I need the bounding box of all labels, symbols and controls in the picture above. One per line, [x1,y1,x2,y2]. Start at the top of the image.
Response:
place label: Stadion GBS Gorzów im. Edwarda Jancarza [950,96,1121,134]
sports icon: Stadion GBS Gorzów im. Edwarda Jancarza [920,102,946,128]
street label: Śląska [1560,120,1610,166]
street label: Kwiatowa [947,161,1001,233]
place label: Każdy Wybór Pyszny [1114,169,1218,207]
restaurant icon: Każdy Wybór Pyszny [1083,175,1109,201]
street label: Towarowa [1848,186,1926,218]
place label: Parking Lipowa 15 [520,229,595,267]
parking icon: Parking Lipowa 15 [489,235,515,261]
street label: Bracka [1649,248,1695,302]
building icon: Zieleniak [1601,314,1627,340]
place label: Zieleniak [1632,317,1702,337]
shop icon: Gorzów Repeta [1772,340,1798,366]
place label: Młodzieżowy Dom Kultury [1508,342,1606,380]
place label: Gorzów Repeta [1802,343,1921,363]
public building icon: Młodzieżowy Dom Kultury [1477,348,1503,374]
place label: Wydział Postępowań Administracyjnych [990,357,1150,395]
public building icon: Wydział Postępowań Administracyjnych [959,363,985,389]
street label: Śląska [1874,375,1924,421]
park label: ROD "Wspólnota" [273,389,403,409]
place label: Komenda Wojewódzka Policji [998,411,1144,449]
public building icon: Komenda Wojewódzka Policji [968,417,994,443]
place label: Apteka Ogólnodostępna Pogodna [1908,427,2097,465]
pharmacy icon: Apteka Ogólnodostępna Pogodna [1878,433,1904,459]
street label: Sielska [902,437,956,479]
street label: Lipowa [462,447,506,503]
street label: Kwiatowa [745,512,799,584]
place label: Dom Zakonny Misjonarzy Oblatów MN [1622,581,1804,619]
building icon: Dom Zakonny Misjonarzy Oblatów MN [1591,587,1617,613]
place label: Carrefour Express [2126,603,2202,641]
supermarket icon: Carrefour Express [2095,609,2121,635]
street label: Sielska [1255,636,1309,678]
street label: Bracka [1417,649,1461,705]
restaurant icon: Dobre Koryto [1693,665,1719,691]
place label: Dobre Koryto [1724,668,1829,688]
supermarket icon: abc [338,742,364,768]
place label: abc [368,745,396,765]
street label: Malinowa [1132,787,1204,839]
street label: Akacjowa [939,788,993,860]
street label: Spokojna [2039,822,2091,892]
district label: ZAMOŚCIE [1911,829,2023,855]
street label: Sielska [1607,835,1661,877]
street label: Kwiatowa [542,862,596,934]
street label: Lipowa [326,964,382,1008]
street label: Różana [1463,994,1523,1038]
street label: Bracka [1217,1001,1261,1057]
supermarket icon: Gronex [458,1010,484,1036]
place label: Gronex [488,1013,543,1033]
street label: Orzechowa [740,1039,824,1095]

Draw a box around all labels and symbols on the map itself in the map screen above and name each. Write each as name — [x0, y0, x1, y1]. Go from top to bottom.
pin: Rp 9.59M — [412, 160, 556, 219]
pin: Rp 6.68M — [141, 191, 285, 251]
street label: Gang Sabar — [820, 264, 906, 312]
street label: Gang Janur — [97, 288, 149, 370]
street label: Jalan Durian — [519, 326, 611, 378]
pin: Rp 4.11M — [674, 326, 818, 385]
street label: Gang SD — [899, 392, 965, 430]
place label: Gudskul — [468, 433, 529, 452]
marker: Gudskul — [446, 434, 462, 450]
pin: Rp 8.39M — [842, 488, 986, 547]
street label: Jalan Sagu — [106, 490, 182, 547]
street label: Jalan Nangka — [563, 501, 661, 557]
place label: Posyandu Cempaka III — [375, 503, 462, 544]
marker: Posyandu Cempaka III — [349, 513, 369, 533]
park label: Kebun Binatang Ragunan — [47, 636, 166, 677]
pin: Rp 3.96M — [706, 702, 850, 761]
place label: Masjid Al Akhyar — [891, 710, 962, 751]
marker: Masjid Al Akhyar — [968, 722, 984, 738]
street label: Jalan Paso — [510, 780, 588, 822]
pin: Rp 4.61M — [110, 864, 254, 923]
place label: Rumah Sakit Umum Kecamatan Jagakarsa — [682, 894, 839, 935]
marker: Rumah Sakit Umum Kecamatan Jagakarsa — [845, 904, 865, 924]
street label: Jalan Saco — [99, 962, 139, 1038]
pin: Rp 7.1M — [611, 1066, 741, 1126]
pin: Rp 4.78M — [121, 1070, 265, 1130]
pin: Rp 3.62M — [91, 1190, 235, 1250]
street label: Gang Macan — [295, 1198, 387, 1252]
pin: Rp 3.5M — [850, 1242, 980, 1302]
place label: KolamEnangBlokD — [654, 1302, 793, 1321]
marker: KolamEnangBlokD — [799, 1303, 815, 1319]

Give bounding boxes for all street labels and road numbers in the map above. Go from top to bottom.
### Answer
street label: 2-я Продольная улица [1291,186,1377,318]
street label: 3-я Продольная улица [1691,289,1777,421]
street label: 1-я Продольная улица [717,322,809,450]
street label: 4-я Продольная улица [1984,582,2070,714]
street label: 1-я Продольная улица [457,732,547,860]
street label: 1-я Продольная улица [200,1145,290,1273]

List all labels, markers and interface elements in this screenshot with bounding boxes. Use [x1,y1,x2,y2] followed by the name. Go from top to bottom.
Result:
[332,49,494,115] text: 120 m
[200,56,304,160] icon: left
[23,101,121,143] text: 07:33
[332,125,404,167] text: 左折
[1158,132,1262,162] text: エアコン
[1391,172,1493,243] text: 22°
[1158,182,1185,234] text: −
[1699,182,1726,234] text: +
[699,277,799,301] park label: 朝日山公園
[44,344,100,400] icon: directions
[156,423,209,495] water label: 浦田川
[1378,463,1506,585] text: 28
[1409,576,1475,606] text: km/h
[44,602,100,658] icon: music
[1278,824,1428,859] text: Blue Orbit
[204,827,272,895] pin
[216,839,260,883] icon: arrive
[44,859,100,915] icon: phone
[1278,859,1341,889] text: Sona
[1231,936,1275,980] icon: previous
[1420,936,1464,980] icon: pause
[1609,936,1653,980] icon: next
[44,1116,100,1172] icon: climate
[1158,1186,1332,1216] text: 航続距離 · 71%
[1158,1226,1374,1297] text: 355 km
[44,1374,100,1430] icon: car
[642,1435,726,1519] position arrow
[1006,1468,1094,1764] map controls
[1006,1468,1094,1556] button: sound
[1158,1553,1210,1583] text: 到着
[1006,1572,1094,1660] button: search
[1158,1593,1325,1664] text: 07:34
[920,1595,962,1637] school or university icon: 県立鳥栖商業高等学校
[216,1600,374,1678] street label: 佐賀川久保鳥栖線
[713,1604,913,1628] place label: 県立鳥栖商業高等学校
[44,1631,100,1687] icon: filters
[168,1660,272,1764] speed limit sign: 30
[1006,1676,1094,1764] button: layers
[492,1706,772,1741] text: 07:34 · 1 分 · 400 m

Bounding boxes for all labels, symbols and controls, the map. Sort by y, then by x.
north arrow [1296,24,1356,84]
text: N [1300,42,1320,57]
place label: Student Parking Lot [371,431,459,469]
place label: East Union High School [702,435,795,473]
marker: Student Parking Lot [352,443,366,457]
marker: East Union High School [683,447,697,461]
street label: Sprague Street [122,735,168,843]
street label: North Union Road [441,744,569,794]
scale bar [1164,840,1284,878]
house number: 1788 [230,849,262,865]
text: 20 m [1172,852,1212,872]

# [Goal of the exercise]
Would you filter the records and copy out each line containing "Rumah"?

# [Output below]
place label: Rumah Sakit Umum Kecamatan Jagakarsa — [682, 894, 839, 935]
marker: Rumah Sakit Umum Kecamatan Jagakarsa — [845, 904, 865, 924]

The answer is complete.